About this task:
In the data below, which lines contain "limit"? List them by copying each one.

Material shown:
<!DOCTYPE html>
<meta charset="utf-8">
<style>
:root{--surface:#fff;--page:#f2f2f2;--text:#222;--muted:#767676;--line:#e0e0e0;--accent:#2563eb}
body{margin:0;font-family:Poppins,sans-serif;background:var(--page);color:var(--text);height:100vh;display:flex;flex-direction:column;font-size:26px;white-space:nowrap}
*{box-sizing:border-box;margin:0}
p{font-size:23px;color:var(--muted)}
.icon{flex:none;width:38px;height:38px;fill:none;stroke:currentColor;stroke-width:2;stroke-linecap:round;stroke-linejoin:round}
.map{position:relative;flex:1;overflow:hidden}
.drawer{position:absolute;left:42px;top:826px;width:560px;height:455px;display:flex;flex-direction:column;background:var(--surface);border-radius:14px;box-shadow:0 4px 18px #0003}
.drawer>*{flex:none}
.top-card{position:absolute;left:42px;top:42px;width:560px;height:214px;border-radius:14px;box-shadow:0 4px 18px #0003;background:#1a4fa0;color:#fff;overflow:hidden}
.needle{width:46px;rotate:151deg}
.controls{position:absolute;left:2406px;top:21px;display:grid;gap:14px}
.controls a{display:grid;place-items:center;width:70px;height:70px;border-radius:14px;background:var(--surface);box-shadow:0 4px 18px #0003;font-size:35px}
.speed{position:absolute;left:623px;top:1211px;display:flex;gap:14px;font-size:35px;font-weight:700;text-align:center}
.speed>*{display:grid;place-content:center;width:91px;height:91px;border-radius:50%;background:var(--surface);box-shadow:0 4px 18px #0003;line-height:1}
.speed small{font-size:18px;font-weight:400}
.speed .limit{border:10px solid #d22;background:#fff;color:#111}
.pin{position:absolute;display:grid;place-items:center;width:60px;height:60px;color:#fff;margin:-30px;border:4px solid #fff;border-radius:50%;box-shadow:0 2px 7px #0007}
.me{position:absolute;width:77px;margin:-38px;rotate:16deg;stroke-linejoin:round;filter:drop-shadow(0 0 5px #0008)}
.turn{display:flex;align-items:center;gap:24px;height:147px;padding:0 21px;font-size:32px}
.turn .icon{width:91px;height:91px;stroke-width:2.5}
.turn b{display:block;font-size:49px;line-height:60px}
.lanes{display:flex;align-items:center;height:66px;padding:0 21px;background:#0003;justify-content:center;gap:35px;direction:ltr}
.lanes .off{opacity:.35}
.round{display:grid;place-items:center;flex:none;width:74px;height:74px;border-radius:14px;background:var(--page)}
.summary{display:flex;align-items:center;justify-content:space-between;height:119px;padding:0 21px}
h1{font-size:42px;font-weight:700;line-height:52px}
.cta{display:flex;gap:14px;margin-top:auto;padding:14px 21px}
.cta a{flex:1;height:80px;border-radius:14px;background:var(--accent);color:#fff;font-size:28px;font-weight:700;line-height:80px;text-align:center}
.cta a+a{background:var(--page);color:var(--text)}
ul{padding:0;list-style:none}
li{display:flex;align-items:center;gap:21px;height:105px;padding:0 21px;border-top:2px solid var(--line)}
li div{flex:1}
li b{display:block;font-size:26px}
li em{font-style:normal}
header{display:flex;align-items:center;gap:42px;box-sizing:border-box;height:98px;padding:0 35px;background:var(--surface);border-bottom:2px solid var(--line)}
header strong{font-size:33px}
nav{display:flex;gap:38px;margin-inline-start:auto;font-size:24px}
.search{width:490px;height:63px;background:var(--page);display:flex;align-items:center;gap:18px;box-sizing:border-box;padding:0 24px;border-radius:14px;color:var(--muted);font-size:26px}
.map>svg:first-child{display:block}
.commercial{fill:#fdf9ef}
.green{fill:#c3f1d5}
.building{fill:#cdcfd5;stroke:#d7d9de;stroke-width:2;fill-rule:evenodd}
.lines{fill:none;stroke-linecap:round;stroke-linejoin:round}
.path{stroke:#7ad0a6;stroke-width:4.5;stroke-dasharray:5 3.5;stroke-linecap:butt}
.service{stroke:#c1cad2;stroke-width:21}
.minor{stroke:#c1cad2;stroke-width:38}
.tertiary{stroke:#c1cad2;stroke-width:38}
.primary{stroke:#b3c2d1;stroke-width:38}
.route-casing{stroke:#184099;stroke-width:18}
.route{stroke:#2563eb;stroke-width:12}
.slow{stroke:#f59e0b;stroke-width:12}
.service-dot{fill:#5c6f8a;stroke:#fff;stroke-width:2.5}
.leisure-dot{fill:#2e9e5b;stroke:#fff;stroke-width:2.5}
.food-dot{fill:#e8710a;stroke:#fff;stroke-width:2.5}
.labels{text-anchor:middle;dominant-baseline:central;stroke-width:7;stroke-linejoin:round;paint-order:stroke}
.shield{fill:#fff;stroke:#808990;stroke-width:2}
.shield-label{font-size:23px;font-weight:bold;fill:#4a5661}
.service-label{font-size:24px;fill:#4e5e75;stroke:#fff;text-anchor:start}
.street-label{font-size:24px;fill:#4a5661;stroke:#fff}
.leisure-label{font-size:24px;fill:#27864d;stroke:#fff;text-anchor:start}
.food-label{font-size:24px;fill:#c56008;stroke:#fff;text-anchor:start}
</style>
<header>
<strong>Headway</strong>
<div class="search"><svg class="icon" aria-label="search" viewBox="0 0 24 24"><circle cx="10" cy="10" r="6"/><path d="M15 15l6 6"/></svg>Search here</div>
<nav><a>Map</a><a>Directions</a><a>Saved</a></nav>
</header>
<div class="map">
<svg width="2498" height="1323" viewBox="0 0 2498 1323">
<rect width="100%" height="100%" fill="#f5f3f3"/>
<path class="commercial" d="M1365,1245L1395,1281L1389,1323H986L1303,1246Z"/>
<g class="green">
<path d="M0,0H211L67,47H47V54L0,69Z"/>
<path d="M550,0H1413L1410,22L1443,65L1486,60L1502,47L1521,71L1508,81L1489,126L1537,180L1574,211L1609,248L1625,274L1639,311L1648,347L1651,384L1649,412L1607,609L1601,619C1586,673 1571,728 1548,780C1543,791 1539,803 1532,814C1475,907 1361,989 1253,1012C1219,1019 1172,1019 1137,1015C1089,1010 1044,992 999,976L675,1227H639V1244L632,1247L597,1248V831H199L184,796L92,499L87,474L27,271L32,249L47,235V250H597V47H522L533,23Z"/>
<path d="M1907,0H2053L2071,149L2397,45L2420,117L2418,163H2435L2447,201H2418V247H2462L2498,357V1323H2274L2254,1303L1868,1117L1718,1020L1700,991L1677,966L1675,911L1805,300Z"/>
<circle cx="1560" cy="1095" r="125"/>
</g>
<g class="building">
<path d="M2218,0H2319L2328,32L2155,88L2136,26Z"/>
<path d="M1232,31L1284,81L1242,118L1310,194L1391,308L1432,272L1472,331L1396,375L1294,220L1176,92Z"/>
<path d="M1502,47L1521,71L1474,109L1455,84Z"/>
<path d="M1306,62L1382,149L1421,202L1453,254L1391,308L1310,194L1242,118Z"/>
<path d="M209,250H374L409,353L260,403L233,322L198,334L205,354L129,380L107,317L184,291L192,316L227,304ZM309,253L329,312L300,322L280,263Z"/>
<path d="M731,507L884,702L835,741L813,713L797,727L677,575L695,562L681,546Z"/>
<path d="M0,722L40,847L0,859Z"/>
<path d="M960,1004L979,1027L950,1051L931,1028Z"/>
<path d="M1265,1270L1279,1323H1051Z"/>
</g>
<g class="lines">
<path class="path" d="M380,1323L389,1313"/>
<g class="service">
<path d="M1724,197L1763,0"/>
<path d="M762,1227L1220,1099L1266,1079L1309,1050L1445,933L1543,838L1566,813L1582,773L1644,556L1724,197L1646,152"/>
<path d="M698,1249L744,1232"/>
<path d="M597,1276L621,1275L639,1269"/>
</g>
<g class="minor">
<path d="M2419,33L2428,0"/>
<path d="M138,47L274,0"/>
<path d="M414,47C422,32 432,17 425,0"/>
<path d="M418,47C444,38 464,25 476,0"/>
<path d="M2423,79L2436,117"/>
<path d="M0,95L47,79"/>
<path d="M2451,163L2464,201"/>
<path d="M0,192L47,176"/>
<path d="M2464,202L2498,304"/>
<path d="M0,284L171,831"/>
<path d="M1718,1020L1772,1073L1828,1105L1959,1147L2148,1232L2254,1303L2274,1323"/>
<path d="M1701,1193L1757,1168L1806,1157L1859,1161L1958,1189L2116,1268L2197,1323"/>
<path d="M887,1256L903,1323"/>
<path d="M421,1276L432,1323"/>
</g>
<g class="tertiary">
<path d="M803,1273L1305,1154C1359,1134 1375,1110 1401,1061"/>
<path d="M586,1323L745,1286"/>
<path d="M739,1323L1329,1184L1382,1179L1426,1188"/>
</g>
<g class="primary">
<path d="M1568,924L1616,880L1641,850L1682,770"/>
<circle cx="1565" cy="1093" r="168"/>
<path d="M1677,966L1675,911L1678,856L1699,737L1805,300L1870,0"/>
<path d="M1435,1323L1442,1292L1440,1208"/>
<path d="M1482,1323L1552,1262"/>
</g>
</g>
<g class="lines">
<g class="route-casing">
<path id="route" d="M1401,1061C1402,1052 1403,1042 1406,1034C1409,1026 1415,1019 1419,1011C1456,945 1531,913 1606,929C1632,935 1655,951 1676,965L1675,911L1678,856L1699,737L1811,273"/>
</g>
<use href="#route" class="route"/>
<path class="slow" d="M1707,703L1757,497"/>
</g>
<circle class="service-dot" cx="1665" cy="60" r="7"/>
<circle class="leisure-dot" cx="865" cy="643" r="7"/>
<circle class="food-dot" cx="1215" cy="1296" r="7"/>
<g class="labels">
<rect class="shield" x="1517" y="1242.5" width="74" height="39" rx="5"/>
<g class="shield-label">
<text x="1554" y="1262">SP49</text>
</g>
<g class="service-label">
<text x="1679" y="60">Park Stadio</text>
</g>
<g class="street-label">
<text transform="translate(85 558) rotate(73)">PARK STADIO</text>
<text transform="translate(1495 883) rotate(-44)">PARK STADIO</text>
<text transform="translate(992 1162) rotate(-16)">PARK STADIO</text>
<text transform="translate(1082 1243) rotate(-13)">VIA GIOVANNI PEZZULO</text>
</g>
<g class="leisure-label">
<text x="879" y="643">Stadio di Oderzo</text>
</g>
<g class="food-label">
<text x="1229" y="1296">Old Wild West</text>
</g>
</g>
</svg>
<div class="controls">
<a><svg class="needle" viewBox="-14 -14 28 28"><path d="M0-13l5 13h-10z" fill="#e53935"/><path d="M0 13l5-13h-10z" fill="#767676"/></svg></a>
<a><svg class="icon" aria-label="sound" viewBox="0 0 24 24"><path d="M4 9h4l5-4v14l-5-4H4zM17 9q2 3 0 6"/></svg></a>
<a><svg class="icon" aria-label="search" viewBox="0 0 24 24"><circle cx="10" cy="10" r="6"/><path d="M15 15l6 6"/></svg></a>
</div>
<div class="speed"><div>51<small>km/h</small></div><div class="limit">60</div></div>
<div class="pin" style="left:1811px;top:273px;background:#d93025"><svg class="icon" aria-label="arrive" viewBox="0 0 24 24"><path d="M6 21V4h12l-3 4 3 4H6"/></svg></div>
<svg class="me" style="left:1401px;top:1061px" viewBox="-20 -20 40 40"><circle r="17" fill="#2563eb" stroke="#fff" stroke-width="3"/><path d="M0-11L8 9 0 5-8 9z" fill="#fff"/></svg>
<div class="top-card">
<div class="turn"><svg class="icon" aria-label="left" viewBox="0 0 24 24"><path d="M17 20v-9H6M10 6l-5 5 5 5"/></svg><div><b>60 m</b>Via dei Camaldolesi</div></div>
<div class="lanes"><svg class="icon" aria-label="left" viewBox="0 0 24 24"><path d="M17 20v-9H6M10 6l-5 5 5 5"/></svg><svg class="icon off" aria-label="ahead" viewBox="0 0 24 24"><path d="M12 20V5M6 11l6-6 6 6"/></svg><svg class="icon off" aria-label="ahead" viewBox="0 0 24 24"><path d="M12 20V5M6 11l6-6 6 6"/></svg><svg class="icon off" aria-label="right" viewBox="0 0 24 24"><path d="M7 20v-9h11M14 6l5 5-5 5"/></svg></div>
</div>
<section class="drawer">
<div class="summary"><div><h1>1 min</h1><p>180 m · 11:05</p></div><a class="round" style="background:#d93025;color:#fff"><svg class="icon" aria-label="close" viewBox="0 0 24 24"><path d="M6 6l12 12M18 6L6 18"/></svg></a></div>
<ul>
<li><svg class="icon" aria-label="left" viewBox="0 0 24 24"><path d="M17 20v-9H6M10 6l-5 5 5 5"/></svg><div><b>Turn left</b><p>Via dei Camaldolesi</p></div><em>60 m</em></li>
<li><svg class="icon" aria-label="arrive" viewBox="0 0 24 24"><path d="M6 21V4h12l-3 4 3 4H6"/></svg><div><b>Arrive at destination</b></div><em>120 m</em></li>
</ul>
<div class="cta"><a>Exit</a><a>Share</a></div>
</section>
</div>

Result below:
.speed .limit{border:10px solid #d22;background:#fff;color:#111}
<div class="speed"><div>51<small>km/h</small></div><div class="limit">60</div></div>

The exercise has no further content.